= SOURCE MATERIAL =
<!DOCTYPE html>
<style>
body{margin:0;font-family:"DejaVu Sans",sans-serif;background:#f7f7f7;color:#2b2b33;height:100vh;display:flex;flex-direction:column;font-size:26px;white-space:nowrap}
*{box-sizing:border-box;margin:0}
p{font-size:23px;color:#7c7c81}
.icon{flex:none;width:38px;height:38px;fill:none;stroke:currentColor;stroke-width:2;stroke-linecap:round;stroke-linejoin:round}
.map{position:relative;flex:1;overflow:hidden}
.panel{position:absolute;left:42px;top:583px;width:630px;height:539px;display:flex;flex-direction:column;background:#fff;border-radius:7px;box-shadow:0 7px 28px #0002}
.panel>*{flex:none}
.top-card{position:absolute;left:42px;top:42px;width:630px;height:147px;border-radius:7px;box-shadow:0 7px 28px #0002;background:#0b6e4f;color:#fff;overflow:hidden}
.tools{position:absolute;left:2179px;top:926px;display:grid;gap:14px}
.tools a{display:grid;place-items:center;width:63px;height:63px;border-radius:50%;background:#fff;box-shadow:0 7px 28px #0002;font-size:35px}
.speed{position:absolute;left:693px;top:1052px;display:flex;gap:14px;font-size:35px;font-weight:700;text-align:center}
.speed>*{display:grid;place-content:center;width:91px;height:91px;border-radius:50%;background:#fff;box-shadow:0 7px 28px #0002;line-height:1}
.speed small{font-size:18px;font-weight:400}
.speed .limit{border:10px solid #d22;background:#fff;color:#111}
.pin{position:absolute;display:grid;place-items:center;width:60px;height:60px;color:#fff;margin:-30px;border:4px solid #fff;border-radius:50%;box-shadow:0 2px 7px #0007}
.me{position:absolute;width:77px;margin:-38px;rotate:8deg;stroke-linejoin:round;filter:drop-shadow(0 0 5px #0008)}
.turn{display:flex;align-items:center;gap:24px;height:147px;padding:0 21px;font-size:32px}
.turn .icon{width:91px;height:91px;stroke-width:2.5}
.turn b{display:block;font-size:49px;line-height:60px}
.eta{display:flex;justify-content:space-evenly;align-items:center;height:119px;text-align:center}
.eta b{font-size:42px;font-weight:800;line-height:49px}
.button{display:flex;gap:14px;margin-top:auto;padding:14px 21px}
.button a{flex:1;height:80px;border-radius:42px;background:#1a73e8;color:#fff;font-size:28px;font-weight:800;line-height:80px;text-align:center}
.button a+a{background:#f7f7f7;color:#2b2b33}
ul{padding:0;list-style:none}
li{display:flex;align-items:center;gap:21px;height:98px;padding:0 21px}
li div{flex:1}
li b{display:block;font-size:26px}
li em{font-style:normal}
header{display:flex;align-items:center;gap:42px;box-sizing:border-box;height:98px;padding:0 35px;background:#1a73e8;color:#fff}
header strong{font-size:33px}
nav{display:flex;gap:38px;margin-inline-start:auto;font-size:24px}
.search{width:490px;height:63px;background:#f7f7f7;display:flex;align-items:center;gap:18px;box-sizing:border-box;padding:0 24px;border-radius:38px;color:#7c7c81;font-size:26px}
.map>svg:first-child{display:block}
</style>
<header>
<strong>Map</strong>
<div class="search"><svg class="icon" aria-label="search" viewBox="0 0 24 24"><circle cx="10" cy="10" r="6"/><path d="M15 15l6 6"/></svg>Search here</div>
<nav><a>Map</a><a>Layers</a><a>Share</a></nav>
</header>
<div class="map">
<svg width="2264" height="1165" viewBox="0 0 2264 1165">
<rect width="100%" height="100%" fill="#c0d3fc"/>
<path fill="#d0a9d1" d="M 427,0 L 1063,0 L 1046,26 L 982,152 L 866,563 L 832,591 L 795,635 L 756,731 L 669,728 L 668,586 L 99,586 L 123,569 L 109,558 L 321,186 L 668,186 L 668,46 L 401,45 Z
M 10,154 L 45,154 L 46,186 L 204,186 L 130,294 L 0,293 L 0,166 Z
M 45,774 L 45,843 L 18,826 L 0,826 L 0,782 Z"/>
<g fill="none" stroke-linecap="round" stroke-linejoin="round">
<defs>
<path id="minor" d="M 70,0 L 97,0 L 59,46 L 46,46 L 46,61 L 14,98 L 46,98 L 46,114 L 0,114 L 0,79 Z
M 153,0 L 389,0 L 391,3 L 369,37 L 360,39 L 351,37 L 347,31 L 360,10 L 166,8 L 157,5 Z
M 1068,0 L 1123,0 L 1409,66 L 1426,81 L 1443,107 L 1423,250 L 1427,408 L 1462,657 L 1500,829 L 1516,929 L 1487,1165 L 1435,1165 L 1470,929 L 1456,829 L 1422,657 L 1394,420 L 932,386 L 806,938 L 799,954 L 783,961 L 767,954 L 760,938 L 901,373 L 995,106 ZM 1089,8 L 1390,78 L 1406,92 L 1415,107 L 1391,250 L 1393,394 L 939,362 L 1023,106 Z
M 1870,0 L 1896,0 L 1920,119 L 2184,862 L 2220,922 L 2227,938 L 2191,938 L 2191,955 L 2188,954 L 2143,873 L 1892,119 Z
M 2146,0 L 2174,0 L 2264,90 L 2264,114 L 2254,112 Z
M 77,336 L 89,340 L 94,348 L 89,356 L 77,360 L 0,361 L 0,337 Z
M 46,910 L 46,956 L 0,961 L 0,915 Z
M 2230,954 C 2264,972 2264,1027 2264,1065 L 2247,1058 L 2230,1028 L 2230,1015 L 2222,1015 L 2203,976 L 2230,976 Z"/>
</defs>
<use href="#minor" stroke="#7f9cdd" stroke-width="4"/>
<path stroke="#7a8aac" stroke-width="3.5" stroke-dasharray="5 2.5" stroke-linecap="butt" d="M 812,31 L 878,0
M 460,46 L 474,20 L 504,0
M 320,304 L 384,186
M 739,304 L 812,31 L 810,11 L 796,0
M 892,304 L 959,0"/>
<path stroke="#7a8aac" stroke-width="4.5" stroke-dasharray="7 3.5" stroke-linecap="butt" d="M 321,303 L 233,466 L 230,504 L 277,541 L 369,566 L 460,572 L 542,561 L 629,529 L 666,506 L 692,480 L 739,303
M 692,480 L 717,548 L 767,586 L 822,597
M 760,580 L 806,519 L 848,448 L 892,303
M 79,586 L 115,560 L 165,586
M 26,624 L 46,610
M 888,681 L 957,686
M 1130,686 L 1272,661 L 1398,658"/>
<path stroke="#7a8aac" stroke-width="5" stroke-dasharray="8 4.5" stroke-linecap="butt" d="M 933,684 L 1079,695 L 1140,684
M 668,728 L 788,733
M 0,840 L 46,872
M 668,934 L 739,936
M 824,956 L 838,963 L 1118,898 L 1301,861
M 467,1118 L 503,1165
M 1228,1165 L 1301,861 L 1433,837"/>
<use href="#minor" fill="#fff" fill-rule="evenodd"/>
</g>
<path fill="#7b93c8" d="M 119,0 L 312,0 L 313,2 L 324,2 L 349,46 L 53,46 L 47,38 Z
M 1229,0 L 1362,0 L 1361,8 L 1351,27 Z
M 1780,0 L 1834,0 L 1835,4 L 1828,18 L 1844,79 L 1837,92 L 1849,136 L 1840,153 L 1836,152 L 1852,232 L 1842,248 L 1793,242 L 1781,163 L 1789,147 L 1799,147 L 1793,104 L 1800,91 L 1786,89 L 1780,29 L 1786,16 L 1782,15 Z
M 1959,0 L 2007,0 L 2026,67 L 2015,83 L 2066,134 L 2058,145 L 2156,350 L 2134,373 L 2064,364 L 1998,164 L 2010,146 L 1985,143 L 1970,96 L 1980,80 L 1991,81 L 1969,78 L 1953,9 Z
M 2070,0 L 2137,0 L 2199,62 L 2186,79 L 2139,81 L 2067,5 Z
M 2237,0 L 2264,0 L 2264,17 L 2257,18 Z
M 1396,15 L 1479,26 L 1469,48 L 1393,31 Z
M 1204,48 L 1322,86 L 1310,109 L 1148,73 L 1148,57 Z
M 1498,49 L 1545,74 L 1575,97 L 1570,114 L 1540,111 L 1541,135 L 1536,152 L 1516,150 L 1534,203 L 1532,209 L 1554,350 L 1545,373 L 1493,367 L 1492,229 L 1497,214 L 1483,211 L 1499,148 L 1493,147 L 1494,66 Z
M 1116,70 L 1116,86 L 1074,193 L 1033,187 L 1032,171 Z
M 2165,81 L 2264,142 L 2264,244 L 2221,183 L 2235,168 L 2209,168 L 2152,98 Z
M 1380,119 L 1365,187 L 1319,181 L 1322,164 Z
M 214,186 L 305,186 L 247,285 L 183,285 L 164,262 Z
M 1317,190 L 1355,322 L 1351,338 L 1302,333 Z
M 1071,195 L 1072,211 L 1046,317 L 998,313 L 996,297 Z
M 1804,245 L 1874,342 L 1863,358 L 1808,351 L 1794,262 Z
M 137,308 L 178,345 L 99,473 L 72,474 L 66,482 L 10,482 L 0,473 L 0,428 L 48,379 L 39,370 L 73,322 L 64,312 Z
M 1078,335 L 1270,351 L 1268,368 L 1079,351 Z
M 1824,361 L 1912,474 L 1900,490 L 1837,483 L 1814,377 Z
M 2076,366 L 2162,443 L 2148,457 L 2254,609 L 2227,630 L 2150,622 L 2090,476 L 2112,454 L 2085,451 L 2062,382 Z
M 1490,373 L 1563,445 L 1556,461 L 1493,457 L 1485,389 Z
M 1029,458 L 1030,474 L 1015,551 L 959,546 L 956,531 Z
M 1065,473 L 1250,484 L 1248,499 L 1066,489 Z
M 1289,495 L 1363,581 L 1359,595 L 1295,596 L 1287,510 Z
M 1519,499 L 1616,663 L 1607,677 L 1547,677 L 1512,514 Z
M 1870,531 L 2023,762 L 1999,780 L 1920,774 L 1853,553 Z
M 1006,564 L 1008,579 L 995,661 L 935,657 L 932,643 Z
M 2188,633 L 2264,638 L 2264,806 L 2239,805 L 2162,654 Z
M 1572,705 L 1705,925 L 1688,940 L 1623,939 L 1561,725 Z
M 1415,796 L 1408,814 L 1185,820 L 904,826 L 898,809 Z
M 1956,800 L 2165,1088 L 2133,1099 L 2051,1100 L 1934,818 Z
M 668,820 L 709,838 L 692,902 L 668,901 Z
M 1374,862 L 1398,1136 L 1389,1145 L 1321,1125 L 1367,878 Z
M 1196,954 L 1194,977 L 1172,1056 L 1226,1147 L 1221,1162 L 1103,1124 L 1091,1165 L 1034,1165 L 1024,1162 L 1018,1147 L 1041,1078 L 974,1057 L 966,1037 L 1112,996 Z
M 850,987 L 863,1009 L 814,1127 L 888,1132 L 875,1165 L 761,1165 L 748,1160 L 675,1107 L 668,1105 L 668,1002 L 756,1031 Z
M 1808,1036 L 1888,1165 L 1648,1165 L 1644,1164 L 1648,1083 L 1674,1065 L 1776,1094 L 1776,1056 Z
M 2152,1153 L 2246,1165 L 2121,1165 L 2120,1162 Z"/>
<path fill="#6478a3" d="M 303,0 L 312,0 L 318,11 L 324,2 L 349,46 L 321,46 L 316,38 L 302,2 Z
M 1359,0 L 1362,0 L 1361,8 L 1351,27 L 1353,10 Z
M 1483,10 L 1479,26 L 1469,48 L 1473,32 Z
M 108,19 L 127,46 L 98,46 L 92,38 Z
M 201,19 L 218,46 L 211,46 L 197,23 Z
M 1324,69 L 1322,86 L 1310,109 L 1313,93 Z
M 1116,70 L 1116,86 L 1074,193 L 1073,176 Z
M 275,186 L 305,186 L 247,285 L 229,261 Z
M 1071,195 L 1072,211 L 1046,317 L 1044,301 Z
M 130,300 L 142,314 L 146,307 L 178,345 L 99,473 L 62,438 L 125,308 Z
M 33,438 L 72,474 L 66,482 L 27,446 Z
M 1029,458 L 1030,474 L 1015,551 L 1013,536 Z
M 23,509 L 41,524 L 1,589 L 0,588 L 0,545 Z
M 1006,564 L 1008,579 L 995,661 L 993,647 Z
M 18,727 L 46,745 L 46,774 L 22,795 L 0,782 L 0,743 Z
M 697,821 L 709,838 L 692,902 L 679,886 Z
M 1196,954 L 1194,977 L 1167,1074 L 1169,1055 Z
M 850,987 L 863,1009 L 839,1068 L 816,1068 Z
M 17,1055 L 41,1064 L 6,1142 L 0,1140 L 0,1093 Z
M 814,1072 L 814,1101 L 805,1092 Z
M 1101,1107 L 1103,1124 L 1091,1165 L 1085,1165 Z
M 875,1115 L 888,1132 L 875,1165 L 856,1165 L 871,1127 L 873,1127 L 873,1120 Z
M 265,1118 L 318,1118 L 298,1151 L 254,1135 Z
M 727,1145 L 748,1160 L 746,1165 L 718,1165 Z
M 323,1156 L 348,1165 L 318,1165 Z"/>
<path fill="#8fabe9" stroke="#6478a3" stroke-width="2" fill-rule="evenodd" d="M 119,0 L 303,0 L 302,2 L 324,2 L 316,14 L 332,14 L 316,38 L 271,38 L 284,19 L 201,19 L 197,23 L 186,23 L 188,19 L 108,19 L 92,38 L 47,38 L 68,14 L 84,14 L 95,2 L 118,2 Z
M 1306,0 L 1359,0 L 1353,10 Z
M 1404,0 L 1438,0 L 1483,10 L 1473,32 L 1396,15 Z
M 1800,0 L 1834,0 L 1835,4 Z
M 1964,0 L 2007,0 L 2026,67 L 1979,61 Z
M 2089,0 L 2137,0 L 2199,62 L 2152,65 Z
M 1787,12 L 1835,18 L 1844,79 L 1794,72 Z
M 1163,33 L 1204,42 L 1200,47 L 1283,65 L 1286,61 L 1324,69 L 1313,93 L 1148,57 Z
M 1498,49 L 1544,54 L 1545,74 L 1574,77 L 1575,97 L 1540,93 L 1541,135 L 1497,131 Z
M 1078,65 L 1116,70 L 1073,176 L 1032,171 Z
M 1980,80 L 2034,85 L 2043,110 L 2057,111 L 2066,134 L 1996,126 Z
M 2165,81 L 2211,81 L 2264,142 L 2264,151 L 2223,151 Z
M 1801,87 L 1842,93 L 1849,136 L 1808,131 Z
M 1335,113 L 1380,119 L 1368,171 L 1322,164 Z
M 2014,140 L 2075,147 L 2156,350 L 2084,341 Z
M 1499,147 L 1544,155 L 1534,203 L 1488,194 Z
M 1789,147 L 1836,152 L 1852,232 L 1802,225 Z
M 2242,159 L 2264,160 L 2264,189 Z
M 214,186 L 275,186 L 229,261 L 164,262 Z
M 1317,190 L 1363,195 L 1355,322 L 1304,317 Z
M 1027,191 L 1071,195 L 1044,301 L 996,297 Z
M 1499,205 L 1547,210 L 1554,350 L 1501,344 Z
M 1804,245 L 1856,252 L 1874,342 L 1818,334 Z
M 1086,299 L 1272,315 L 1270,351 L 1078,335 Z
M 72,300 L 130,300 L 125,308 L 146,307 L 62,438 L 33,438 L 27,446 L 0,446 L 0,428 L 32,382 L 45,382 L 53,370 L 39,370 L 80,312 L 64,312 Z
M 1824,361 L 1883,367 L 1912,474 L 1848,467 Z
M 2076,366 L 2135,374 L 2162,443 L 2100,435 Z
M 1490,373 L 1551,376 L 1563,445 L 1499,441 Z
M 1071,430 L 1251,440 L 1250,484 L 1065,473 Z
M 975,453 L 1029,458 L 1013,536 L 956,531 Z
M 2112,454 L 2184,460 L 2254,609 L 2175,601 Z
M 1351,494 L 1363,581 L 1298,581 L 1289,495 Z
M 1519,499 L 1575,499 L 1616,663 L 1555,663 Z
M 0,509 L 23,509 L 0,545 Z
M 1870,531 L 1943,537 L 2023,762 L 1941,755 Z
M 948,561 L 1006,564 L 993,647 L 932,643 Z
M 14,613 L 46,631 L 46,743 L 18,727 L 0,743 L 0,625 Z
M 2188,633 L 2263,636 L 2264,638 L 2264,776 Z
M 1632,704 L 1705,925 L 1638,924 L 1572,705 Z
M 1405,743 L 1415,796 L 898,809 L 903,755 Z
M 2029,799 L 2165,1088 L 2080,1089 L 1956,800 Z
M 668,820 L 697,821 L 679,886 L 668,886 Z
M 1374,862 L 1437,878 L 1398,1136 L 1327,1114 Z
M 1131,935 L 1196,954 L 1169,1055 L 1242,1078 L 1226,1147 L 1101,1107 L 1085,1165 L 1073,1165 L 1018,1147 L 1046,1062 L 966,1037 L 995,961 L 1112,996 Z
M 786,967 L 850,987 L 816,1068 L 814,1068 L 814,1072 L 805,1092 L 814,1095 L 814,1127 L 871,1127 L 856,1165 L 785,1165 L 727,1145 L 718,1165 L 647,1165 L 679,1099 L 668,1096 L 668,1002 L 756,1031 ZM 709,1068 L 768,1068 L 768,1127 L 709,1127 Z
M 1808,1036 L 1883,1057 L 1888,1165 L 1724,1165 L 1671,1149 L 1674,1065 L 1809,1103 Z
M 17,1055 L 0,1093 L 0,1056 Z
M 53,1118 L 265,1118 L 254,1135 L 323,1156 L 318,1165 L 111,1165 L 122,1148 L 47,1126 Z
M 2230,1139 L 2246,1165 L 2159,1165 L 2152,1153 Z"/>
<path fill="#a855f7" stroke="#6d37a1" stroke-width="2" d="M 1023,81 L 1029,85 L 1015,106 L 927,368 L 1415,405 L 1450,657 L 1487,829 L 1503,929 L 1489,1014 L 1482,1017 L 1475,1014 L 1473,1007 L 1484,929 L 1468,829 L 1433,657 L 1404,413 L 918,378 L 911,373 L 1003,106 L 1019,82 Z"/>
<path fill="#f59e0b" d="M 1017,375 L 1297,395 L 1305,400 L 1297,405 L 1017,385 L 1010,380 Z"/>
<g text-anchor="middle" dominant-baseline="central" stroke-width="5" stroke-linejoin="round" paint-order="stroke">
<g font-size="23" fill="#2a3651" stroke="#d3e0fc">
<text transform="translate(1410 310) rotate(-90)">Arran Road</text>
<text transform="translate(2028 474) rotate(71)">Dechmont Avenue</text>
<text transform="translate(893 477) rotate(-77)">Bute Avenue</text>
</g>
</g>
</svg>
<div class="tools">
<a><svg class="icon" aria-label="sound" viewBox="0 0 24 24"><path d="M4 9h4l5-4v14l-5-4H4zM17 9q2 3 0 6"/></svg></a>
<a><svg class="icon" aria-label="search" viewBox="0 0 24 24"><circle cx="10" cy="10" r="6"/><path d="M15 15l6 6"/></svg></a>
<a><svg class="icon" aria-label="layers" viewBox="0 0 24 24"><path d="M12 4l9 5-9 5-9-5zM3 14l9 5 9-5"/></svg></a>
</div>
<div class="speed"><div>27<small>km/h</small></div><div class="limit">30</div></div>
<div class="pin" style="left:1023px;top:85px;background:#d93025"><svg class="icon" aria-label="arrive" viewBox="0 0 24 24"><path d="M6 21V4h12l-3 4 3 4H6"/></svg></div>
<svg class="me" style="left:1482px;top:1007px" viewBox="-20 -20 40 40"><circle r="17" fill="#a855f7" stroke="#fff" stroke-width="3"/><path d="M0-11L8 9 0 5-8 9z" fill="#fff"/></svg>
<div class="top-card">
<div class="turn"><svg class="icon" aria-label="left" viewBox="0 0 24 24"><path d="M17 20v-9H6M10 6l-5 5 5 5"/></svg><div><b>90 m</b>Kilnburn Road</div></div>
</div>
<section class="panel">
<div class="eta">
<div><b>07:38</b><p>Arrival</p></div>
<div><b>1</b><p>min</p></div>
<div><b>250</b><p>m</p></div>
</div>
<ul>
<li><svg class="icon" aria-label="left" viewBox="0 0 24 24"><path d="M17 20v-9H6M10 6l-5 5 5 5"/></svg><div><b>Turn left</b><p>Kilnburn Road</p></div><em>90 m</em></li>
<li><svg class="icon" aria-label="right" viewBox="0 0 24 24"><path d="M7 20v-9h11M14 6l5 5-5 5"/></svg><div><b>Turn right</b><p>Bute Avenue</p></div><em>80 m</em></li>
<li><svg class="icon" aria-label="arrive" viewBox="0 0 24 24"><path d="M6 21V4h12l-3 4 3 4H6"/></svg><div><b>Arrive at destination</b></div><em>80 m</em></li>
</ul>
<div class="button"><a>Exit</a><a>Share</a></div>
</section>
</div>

= HOW TO COMPLETE THIS TASK =
Return each line of the material above in which the string "limit" appears.

= ANSWER BOX =
.speed .limit{border:10px solid #d22;background:#fff;color:#111}
<div class="speed"><div>27<small>km/h</small></div><div class="limit">30</div></div>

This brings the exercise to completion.